But as recently as February, the mother’s trust and Nathan have been fighting over which of them should receive the pledged account, with each of them threatening to sue Heartland if it releases the account to the other. Heartland sued both of them asking the court for guidance on how to handle the dispute, but it was dismissed in recent weeks as the mother and son came to a private settlement.
Brash’s receivership over four North Side properties totaling 77 units owned by the Lerners — at 1752 West 18th Place, 1338 West Cullerton Street, 5137 North Broadway and 1636 North Bosworth Avenue — also ended through a private settlement between Nathan and his mother’s trust in March, court records show.

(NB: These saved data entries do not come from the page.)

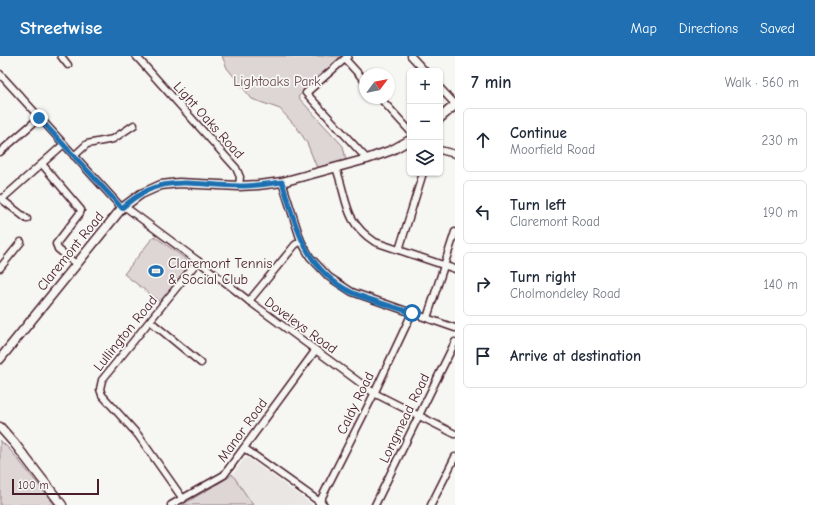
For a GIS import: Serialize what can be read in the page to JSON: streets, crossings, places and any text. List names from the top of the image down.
{
  "streets": {
    "main road": ["Claremont Road"],
    "street": [
      "Light Oaks Road",
      "Doveleys Road",
      "Lullington Road",
      "Caldy Road",
      "Longmead Road",
      "Manor Road"
    ]
  },
  "crossings": [
    ["Light Oaks Road", "Claremont Road"],
    ["Claremont Road", "Doveleys Road"],
    ["Doveleys Road", "Lullington Road"],
    ["Doveleys Road", "Caldy Road"],
    ["Doveleys Road", "Longmead Road"],
    ["Doveleys Road", "Manor Road"],
    ["Lullington Road", "Manor Road"]
  ],
  "parks": ["Lightoaks Park"],
  "places": {
    "sports": ["Claremont Tennis & Social Club"]
  },
  "scale_bar": "100 m",
  "north": "top right",
  "page": {
    "header": "Streetwise",
    "nav": ["Map", "Directions", "Saved"],
    "heading": ["7 min", "Walk · 560 m"],
    "map_buttons": ["+", "−"],
    "list": [
      ["Continue", "Moorfield Road", "230 m"],
      ["Turn left", "Claremont Road", "190 m"],
      ["Turn right", "Cholmondeley Road", "140 m"],
      "Arrive at destination"
    ],
    "scale": "100 m"
  }
}
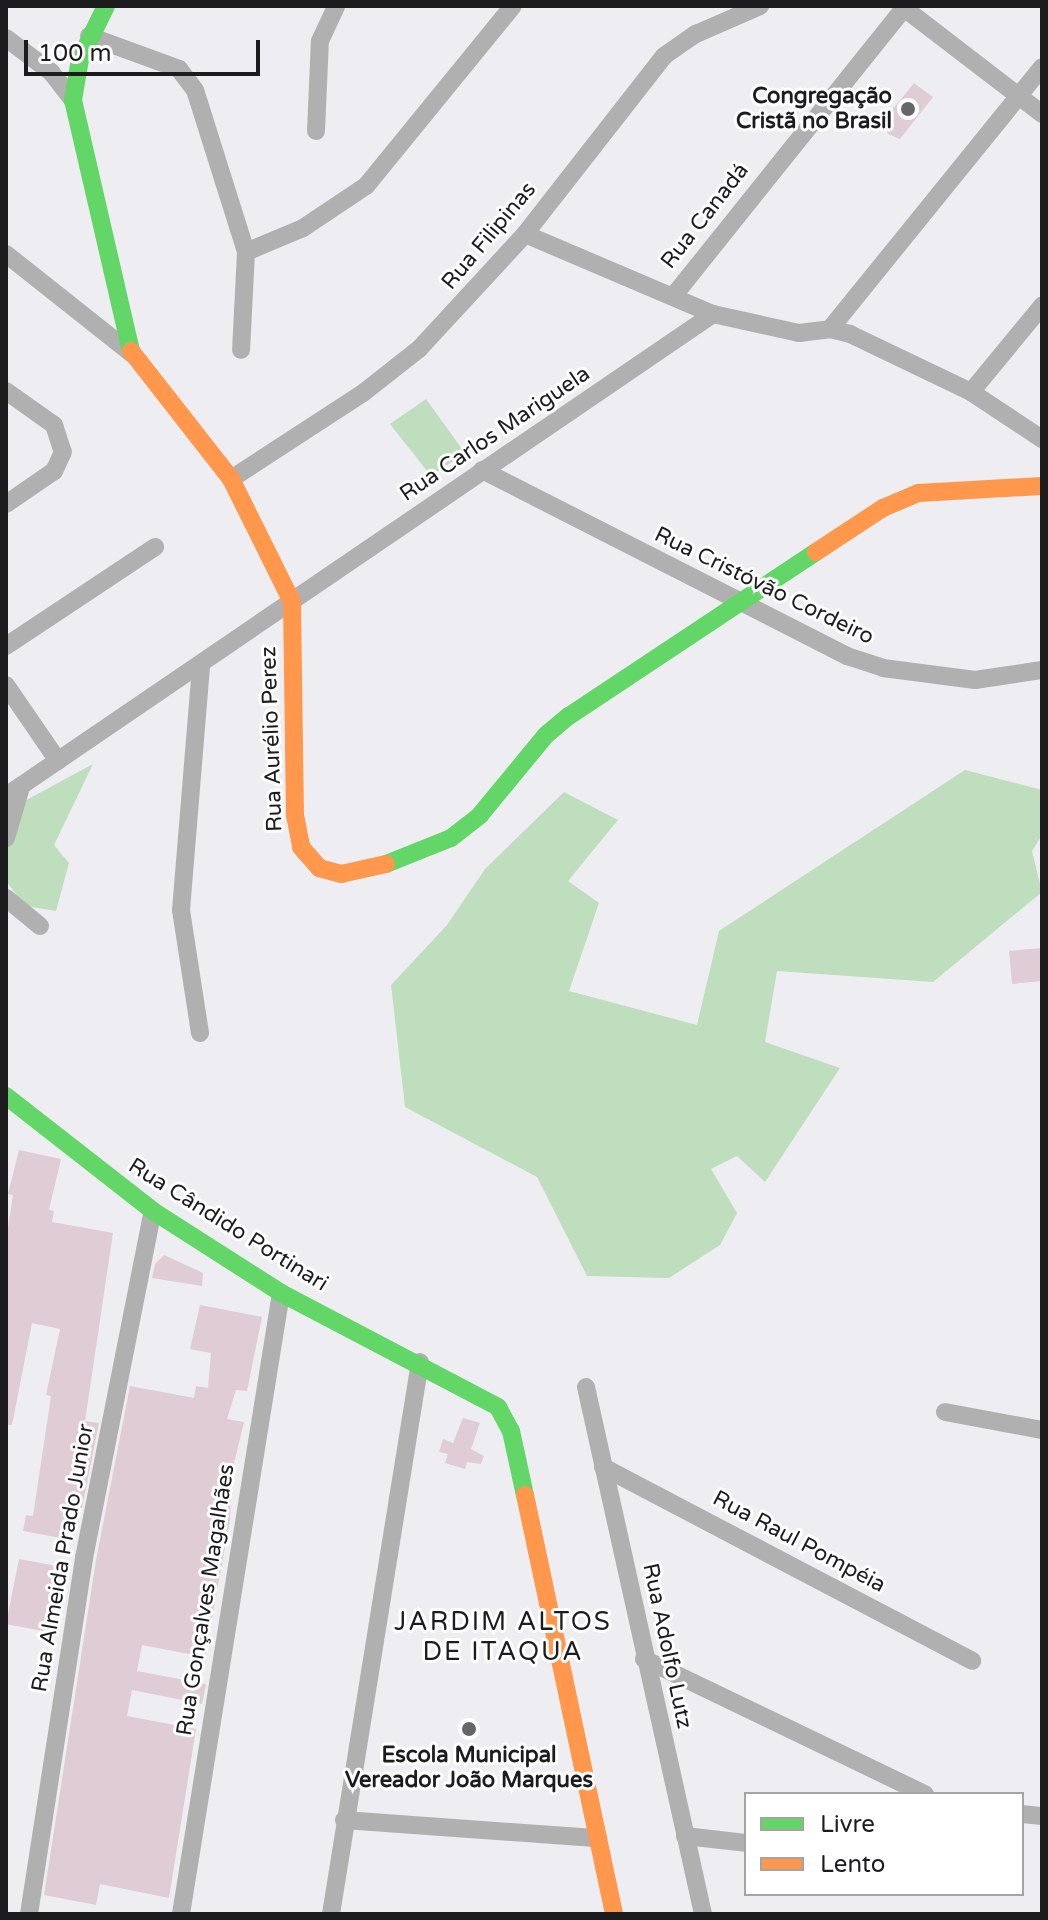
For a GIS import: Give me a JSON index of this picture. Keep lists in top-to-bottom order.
{
  "streets": {
    "street": [
      "Rua Canadá",
      "Rua Filipinas",
      "Rua Carlos Mariguela",
      "Rua Cristóvão Cordeiro",
      "Rua Aurélio Perez",
      "Rua Cândido Portinari",
      "Rua Raul Pompéia",
      "Rua Almeida Prado Junior",
      "Rua Gonçalves Magalhães",
      "Rua Adolfo Lutz"
    ]
  },
  "crossings": [
    ["Rua Canadá", "Rua Filipinas"],
    ["Rua Filipinas", "Rua Aurélio Perez"],
    ["Rua Carlos Mariguela", "Rua Cristóvão Cordeiro"],
    ["Rua Carlos Mariguela", "Rua Aurélio Perez"],
    ["Rua Cristóvão Cordeiro", "Rua Aurélio Perez"],
    ["Rua Cândido Portinari", "Rua Almeida Prado Junior"],
    ["Rua Cândido Portinari", "Rua Gonçalves Magalhães"],
    ["Rua Raul Pompéia", "Rua Adolfo Lutz"]
  ],
  "districts": ["JARDIM ALTOS DE ITAQUA"],
  "places": ["Congregação Cristã no Brasil", "Escola Municipal Vereador João Marques"],
  "legend": ["Livre", "Lento"],
  "scale_bar": "100 m"
}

But his receivership included a dramatic moment. With court approval, Brash hired the brokerage Kiser Group to sell the properties, and struck an $8.6 million deal for the Broadway building while obtaining several offers for the others. But the sale and further marketing was canceled following an emergency court order rescinding the receiver’s authority to sell real estate, apparently as Nathan and Jamie Lerner worked toward a settlement agreement. Earnest money was returned to the prospective buyer.
Still, it took a couple attempts for the settlement to gain a judge’s approval. Cook County Judge Renee Jackson in February declined to approve the settlement, citing the Jamie Lerner Trust’s allegation that Nathan “previously engaged in fraud, misconduct, loss and/or waste” for claiming that removing the receivership could jeopardize the properties until certain issues are resolved.
Because the various settlements between Nathan and his parents are shielded from public court records, it’s unclear what held the judge up from approving the settlement at first or how the agreement was altered between February and April, when Jackson ultimately granted the deal.